[Aim of the task]: The answer must be every line of the records below that contains the word "small", copied out.
··· Input data
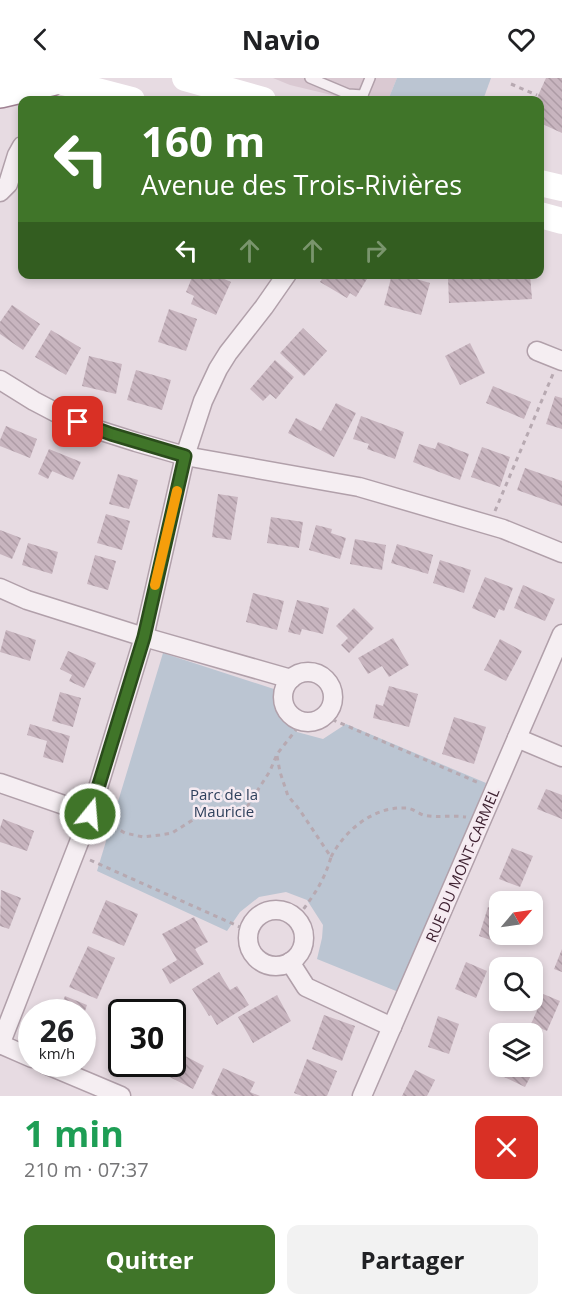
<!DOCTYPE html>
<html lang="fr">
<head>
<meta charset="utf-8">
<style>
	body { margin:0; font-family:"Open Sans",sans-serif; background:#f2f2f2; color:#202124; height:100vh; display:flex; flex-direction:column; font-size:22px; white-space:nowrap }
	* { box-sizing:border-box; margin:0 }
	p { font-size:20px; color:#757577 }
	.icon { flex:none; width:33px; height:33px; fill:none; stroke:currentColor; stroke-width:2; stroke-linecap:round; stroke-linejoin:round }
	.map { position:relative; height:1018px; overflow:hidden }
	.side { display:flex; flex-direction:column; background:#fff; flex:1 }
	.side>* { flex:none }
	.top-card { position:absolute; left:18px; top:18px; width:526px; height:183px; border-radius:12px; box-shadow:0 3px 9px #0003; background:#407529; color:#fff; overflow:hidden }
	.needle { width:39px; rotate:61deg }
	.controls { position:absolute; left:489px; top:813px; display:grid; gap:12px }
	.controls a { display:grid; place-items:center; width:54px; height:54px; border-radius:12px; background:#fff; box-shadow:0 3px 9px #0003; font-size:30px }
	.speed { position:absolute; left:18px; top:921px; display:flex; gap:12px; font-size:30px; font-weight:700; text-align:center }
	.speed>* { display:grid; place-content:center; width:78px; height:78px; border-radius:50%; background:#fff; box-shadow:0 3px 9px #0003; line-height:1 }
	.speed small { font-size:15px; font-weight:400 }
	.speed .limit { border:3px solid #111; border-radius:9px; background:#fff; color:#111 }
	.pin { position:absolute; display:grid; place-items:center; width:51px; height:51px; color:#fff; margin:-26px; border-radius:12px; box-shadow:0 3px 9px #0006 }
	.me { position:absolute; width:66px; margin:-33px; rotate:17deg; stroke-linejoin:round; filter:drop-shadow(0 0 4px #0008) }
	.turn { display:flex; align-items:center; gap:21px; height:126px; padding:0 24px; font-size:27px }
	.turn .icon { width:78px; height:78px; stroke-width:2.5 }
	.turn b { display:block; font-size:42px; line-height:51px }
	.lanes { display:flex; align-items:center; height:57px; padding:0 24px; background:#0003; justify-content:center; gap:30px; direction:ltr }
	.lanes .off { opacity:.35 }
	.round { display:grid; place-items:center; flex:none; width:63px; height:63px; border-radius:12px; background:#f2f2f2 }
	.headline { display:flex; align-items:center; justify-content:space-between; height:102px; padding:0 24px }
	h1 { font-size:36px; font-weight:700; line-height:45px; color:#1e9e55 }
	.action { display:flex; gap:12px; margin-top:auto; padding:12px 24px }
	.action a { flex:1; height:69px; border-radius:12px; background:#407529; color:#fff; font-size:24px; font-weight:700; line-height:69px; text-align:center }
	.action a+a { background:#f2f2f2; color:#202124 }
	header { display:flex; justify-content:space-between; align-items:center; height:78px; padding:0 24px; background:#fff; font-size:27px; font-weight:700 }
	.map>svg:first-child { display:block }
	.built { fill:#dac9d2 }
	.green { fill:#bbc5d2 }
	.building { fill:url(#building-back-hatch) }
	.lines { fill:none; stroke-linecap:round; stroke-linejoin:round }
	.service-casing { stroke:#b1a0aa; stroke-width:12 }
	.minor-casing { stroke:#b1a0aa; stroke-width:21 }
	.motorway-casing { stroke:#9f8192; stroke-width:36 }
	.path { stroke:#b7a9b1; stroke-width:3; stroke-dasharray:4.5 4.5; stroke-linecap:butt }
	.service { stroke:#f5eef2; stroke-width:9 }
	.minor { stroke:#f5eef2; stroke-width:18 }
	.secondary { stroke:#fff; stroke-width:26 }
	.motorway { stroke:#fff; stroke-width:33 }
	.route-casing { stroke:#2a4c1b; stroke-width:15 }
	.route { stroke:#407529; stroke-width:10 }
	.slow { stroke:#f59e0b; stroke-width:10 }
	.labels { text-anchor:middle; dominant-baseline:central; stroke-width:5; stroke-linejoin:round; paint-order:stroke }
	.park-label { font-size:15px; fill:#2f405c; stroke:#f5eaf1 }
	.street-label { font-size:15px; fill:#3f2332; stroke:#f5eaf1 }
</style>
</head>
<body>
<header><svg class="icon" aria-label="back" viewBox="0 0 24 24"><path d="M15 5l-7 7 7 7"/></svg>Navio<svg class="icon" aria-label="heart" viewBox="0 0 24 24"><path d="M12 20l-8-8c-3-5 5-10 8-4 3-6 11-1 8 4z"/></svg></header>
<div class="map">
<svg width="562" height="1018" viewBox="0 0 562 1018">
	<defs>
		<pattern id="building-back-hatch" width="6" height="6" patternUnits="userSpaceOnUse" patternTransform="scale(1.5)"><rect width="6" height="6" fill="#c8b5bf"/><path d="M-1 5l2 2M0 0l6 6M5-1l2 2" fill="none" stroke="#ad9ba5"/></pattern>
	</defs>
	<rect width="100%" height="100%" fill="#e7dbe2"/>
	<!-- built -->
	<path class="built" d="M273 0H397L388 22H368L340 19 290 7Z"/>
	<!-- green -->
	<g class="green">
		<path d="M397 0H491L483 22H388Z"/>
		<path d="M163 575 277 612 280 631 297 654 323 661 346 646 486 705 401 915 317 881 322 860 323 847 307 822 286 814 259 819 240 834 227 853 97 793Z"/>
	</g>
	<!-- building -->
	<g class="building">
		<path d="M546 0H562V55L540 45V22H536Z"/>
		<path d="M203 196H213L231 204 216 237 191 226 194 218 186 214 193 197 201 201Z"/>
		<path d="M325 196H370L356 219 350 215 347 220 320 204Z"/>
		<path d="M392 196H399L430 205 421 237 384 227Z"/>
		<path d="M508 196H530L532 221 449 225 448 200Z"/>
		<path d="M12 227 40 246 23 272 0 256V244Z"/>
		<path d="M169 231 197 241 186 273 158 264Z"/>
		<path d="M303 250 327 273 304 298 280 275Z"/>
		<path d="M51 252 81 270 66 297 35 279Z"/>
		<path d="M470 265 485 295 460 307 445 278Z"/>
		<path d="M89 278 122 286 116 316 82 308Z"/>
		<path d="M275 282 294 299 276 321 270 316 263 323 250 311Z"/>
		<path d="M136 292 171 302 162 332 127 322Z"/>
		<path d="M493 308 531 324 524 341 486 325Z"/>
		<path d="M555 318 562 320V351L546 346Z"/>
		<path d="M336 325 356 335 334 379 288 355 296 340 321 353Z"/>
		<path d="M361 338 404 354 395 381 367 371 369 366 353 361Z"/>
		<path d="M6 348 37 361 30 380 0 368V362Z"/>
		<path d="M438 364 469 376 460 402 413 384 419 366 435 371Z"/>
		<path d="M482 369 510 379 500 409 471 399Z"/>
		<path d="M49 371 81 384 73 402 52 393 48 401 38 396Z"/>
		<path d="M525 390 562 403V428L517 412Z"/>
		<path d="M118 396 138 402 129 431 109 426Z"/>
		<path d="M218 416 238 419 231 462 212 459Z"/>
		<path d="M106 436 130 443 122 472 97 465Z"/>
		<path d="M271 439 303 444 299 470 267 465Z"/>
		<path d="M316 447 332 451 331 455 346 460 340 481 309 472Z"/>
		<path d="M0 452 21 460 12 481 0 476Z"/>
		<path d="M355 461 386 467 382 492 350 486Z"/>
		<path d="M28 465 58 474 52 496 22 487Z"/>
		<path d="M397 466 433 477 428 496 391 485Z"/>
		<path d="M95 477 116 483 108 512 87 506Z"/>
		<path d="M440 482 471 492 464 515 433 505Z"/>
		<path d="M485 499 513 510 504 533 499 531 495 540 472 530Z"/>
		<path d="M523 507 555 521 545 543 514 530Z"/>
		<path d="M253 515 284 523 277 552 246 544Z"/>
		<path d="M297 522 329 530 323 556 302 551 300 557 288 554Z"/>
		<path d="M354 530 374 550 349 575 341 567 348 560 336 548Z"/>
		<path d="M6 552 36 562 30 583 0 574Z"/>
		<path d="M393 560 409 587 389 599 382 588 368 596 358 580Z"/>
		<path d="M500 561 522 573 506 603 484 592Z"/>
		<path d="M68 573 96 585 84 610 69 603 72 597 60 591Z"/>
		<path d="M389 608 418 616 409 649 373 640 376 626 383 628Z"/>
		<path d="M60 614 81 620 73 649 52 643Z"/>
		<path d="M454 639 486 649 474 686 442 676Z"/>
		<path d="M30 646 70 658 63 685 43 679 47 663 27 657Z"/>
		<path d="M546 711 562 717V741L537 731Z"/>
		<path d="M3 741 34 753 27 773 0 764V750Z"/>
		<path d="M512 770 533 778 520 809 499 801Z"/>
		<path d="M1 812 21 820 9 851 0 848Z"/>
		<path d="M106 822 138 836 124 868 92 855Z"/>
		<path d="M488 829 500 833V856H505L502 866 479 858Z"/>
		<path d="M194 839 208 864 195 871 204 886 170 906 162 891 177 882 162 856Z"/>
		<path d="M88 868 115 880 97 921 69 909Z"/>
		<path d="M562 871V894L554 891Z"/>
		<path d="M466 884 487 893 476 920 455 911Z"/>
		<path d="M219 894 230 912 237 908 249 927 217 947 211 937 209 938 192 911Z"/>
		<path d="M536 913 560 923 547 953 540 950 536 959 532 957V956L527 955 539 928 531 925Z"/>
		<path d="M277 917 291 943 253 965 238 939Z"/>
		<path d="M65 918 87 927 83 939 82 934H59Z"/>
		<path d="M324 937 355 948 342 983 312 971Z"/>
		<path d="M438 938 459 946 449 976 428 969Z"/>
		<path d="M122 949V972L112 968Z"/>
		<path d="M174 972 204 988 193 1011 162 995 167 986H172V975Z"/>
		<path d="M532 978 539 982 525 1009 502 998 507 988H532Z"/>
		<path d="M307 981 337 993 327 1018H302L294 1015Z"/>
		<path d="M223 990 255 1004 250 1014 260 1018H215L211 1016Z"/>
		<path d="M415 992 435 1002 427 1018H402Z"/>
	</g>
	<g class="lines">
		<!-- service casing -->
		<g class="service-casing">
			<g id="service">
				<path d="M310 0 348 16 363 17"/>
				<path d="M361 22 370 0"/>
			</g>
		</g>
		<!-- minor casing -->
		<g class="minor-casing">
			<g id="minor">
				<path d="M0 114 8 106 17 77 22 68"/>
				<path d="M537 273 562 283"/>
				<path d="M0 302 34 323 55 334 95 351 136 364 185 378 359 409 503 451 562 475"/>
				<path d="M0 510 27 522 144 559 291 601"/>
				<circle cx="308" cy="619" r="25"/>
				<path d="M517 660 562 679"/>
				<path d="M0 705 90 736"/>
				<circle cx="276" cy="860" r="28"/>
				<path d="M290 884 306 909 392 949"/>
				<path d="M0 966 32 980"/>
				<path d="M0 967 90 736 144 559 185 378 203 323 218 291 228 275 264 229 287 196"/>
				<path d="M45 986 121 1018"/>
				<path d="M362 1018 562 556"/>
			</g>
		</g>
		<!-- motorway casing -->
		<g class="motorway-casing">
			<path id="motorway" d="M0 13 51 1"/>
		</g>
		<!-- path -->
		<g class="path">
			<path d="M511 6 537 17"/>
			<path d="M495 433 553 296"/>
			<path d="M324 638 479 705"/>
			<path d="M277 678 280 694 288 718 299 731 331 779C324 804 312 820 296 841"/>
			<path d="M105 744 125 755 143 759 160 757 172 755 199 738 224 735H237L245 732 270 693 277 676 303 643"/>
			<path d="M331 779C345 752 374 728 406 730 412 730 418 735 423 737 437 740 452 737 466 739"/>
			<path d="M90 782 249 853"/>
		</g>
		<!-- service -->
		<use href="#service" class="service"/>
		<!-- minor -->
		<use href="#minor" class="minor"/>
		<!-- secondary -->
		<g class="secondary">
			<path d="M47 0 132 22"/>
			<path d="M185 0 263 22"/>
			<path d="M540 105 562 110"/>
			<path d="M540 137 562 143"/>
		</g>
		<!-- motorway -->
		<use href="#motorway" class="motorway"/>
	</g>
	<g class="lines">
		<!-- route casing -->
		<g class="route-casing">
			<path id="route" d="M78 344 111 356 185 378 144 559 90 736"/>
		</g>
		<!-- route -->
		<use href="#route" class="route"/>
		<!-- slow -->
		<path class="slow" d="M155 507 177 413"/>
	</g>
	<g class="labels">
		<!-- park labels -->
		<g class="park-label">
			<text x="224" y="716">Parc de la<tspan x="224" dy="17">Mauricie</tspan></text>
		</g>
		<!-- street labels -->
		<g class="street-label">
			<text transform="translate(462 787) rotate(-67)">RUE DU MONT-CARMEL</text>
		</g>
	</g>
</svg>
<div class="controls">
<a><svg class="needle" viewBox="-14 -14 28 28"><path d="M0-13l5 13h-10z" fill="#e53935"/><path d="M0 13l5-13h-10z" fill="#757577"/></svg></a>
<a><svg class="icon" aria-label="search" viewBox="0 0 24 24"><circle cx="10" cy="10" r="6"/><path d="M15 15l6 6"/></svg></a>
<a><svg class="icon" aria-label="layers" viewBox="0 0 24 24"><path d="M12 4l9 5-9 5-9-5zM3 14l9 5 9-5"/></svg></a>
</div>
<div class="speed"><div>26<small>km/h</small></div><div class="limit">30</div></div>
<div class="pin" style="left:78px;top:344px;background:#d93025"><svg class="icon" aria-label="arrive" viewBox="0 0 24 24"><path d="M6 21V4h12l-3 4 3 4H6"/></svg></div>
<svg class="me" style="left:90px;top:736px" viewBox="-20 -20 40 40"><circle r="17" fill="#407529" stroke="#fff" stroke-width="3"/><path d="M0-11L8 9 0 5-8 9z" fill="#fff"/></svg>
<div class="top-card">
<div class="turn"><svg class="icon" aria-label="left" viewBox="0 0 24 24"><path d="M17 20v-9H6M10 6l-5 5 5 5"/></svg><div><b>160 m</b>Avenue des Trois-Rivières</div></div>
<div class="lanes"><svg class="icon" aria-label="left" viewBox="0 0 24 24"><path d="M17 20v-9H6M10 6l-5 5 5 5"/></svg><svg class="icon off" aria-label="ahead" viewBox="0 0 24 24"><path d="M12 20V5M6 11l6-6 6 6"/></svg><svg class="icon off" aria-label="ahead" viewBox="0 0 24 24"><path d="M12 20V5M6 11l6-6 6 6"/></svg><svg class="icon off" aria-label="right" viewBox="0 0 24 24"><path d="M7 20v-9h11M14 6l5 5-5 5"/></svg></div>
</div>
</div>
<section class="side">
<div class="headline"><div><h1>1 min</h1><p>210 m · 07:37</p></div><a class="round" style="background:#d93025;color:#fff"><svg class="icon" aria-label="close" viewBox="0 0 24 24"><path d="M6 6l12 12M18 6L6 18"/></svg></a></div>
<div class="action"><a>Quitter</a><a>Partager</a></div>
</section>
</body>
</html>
······
[Result of the task]:
	.speed small { font-size:15px; font-weight:400 }
<div class="speed"><div>26<small>km/h</small></div><div class="limit">30</div></div>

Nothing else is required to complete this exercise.